Commands

PipeGen provides a comprehensive set of commands for creating, managing, and monitoring streaming data pipelines. Each command is designed to be intuitive and powerful.

Command Overview

Command	Purpose	Use Case
`init`	Create new pipeline project	Project scaffolding, AI generation
`run`	Execute complete pipeline	Testing, load testing, production runs
`deploy`	Start local development stack	Local development environment
`validate`	Validate project structure	Pre-deployment checks
`check`	Check AI provider setup	AI configuration validation
`clean`	Clean up Docker resources	Free up system resources

Quick Reference

Project Creation

bash

# Basic project
pipegen init my-pipeline

# AI-generated project
pipegen init fraud-detection --describe "Monitor transactions for fraud"

# Custom schema project  
pipegen init ecommerce --input-schema ./events.avsc

# Schema + AI description (ground AI with your schema)
pipegen init orders --input-schema ./schemas/input.avsc \
  --describe "Join orders with customers, compute daily GMV and top-5 products"

Pipeline Execution

bash

# Basic run
pipegen run

# With traffic patterns
pipegen run --traffic-pattern "1m-2m:300%,4m-5m:200%"

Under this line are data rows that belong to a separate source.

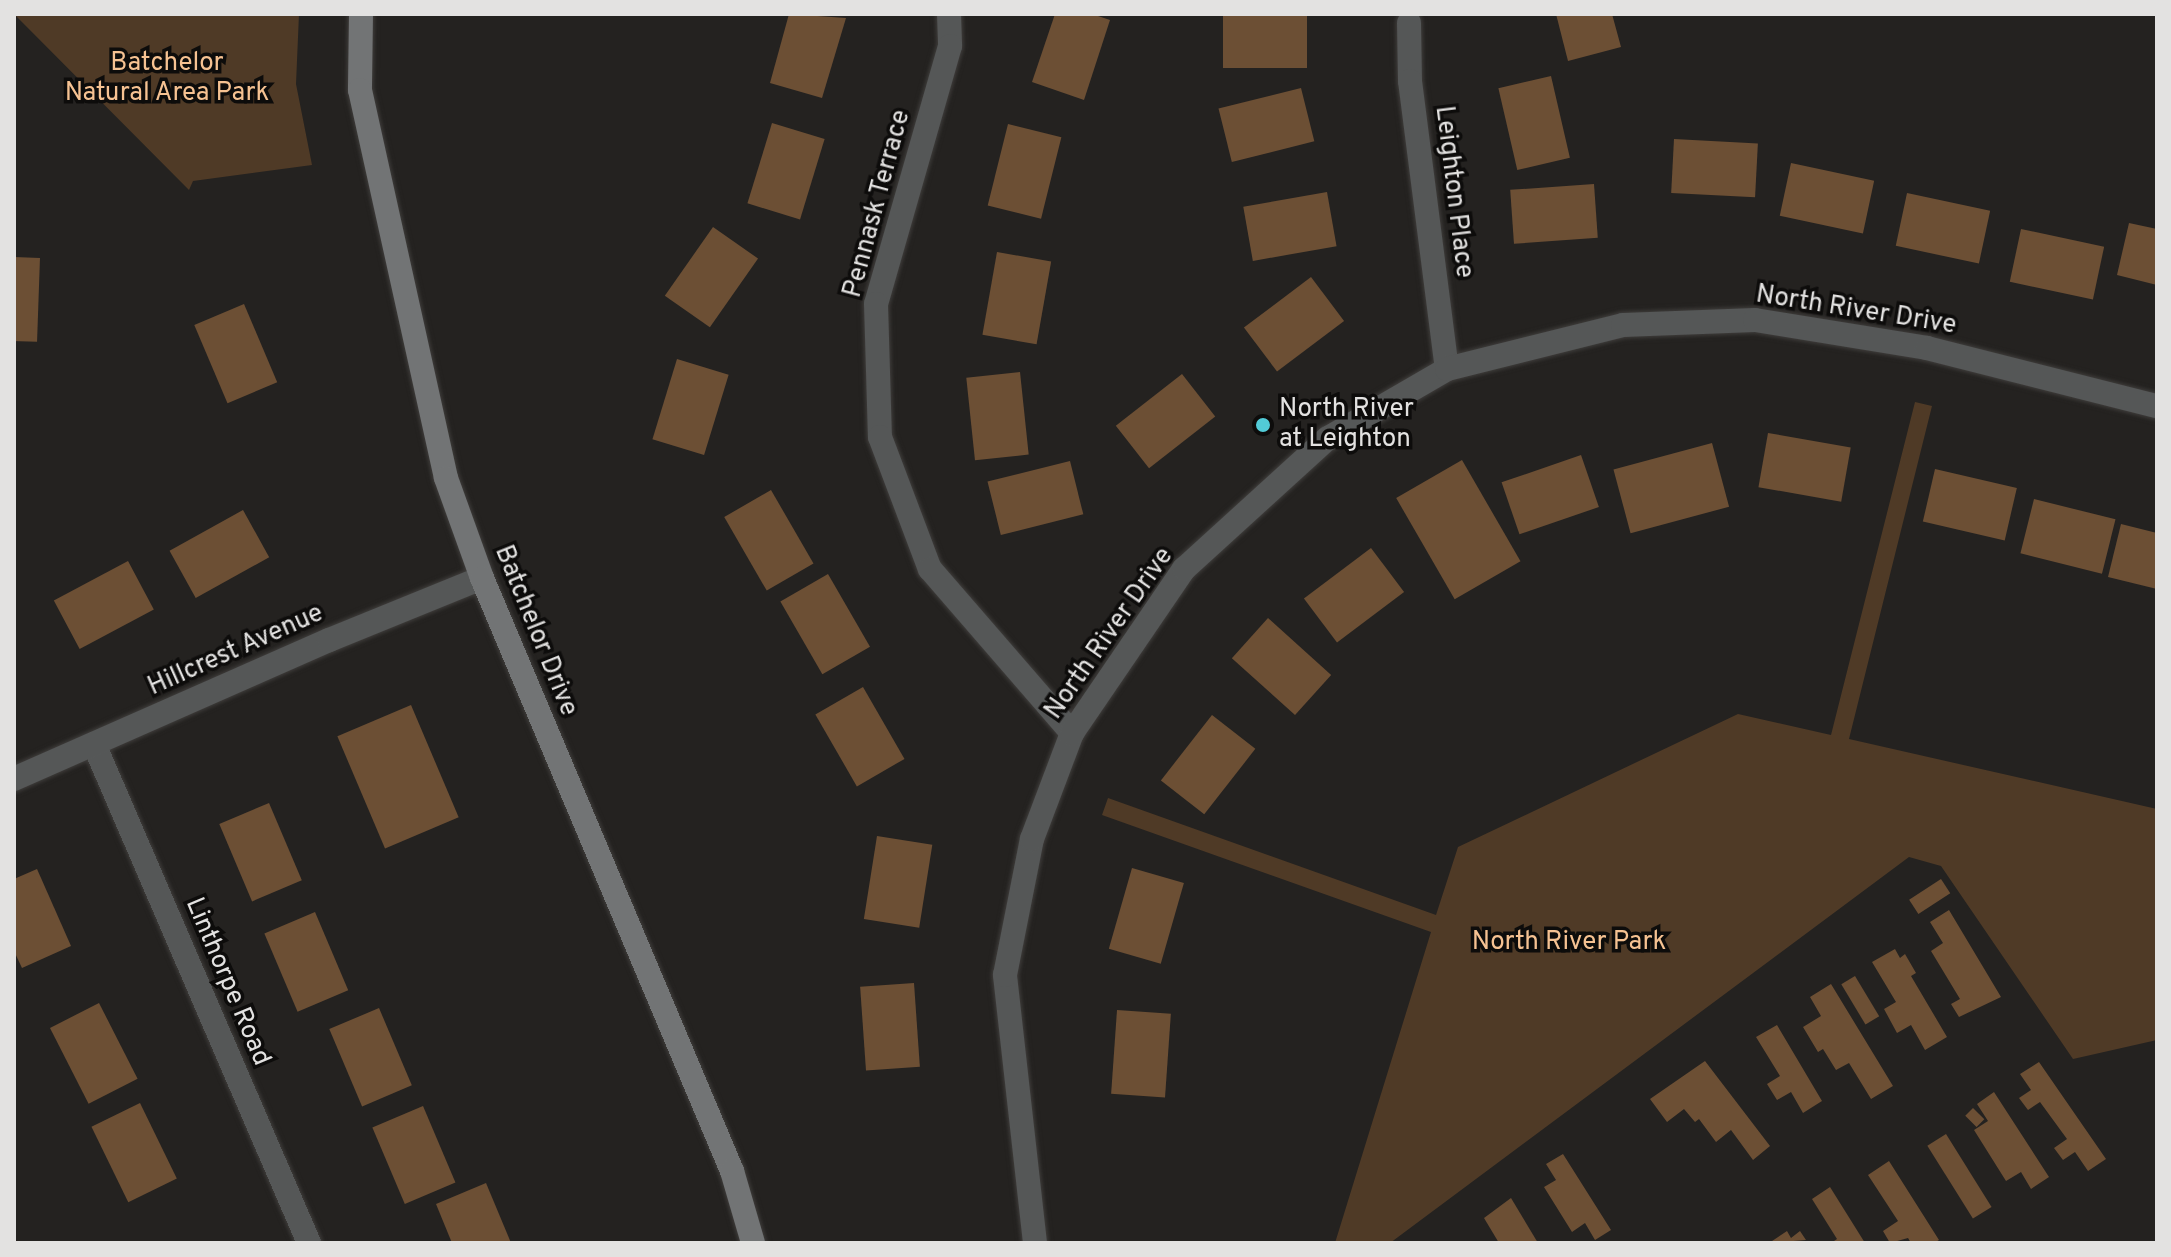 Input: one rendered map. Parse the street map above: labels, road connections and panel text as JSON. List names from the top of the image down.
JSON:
{
  "streets": {
    "street": [
      "Leighton Place",
      "Pennask Terrace",
      "North River Drive",
      "Batchelor Drive",
      "Hillcrest Avenue",
      "Linthorpe Road"
    ]
  },
  "crossings": [
    ["Leighton Place", "North River Drive"],
    ["Pennask Terrace", "North River Drive"],
    ["Batchelor Drive", "Hillcrest Avenue"],
    ["Hillcrest Avenue", "Linthorpe Road"]
  ],
  "parks": ["Batchelor Natural Area Park", "North River Park"],
  "places": ["North River at Leighton"]
}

# With automatic HTML report generation
pipegen run --reports-dir ./my-reports

# Smart consumer stopping (stops after expected messages)
pipegen run --expected-messages 1000 --duration 5m

# Separate producer and overall timeouts
pipegen run --duration 2m --timeout 10m

# Dry run (preview only)
pipegen run --dry-run

Development Environment

bash

# Deploy local stack
pipegen deploy

# Deploy with custom timeout
pipegen deploy --startup-timeout 3m

# Clean deploy (remove existing containers)
pipegen deploy --clean

Monitoring & Validation

bash

# Standalone dashboard
pipegen dashboard --standalone

# Validate project
pipegen validate --check-connectivity

# Check AI setup
pipegen check

Cleaning Up

bash

# Basic cleanup
pipegen clean

# Cleanup with volume removal
pipegen clean --volumes

# Force cleanup without prompt
pipegen clean --force

Global Flags

These flags are available for all commands:

Flag	Default	Description
`--bootstrap-servers`	`localhost:9093`	Kafka bootstrap servers
`--flink-url`	`http://localhost:8081`	Flink Job Manager URL
`--schema-registry-url`	`http://localhost:8082`	Schema Registry URL
`--config`	`$HOME/.pipegen.yaml`	Configuration file path
`--local-mode`	`true`	Use local development mode

Examples with Global Flags

bash

# Connect to cloud Kafka cluster
pipegen run --bootstrap-servers "pkc-4nym6.us-east-1.aws.confluent.cloud:9092"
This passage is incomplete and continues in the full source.